Chocolate, particularly in beverage form, was a revered food among Mesoamericans—namely the Olmec, Maya, and Aztec peoples—and permeated many of their customs and beliefs. Additionally, a number of artifacts have furnished illustrations in which celestial beings were often depicted exchanging cacao beans among themselves, which further alludes to cacao’s role as a sacred commodity. For Mesoamerican mortals, cacao held a prominent role in sacred rituals associated with various stages of life that spanned the continuum from cradle to grave. However, while cacao beans and the beverages made from cacao liquor were most certainly prized, it was the foam that topped those beverages that was “considered the most desirable part of the drink by the Aztec and almost certainly by the Classic Maya” (Coe & Coe, 2013), which begs the question: why was this edible foam so revered?
Surviving codices indicate that both the Maya and Aztec treated cacao beverages reverently, “whether as the frothed kakaw beverage of the Maya or the foaming cacahuatl drink of the Aztecs” (Dreiss & Greenhill 2008).
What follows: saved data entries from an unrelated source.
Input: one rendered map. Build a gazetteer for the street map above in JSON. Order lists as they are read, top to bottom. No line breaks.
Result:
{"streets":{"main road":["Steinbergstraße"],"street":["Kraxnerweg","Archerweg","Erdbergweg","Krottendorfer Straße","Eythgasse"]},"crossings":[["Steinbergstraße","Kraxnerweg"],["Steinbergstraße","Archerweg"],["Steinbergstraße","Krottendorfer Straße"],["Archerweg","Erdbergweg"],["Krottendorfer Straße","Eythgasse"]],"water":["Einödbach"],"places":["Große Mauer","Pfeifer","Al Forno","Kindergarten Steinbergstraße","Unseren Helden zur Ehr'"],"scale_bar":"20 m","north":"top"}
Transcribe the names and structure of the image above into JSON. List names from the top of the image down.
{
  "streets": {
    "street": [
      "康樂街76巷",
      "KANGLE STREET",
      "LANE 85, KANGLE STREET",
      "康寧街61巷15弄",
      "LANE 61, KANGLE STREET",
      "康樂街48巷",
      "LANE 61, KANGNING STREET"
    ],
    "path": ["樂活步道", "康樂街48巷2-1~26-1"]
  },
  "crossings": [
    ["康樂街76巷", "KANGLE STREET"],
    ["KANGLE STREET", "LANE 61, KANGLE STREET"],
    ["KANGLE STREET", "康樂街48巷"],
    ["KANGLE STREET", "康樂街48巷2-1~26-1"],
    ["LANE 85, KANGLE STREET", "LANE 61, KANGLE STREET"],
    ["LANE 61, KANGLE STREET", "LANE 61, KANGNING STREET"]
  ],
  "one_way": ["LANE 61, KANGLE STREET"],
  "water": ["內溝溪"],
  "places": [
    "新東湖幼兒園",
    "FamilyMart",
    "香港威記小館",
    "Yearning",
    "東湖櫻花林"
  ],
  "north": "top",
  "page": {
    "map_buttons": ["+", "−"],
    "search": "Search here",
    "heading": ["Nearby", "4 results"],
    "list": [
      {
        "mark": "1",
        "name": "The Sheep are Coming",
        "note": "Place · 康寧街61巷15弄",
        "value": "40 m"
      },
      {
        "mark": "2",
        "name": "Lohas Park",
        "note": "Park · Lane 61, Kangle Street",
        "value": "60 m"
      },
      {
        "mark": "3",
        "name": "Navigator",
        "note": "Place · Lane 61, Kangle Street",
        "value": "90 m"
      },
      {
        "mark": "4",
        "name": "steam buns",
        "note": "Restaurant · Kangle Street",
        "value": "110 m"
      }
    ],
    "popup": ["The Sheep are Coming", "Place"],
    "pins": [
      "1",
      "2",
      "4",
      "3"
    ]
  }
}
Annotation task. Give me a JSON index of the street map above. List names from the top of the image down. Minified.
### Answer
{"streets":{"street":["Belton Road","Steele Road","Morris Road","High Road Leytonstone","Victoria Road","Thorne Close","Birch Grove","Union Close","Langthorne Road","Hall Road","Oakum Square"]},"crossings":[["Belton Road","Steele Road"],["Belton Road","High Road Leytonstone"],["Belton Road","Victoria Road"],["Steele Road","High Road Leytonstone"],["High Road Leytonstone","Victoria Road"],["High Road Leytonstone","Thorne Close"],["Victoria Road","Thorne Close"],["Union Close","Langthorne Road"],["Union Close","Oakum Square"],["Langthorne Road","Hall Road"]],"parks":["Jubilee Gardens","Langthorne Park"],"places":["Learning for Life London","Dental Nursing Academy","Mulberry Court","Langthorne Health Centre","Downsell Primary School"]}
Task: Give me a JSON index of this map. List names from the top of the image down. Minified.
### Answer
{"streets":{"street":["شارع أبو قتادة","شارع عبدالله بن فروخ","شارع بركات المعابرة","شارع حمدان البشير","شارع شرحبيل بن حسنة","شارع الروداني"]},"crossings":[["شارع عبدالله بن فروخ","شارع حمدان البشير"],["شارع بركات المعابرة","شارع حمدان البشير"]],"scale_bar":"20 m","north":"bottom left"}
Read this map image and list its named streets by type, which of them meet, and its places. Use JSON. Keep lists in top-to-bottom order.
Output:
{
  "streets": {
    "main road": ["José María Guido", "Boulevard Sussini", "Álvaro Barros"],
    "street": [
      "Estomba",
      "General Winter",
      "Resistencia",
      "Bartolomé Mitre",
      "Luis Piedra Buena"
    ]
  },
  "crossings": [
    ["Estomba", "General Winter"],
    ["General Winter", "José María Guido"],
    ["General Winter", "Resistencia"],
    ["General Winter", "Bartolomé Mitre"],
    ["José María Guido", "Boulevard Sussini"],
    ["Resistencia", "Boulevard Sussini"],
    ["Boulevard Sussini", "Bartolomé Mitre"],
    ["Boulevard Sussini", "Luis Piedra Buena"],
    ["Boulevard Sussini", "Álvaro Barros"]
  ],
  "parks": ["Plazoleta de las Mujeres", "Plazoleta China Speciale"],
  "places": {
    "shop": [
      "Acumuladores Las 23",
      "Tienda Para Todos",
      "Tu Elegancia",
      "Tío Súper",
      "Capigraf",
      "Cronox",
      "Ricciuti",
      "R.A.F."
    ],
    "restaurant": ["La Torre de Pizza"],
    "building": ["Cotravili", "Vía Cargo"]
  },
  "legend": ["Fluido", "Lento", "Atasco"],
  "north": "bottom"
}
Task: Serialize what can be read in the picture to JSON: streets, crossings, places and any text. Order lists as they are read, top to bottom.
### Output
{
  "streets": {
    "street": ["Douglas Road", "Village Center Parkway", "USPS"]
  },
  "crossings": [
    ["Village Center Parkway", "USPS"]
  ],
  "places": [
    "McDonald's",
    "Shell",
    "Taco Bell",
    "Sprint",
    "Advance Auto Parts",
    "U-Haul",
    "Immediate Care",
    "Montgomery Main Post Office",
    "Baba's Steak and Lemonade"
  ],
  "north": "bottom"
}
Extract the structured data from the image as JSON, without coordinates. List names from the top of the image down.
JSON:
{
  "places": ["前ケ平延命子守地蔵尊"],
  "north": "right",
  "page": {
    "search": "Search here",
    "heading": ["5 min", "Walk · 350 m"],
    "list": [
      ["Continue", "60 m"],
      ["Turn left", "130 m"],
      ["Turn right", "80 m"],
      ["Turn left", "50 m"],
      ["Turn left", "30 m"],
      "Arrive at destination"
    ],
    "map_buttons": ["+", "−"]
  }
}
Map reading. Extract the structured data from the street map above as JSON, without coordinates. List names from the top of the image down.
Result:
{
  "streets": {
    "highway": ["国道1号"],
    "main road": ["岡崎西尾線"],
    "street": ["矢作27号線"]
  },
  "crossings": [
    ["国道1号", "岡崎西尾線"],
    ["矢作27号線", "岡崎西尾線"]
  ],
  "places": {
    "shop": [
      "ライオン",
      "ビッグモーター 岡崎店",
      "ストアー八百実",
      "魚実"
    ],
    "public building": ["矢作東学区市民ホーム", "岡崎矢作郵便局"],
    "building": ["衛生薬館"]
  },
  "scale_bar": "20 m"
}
The famous Classic period vessel known as the Princeton Vase depicts a supernatural palace scene in which a woman is reverently pouring a chocolate beverage from one vessel to another supposedly to generate the revered foam. More importantly, god L sits nearby on his dais. This illustration suggests that the gods, too, placed a premium on their foamy beverages.
In another surviving relic, the Mexican Tudela Codex, there are scenes in which Aztec women are depicted standing stoically pouring cacao beverages from one vessel to another to “raise” foam. This method was both labor and time intensive but yet still, Mesoamericans executed this painstaking task with reverence and intense focus; clearly a task that was taken seriously.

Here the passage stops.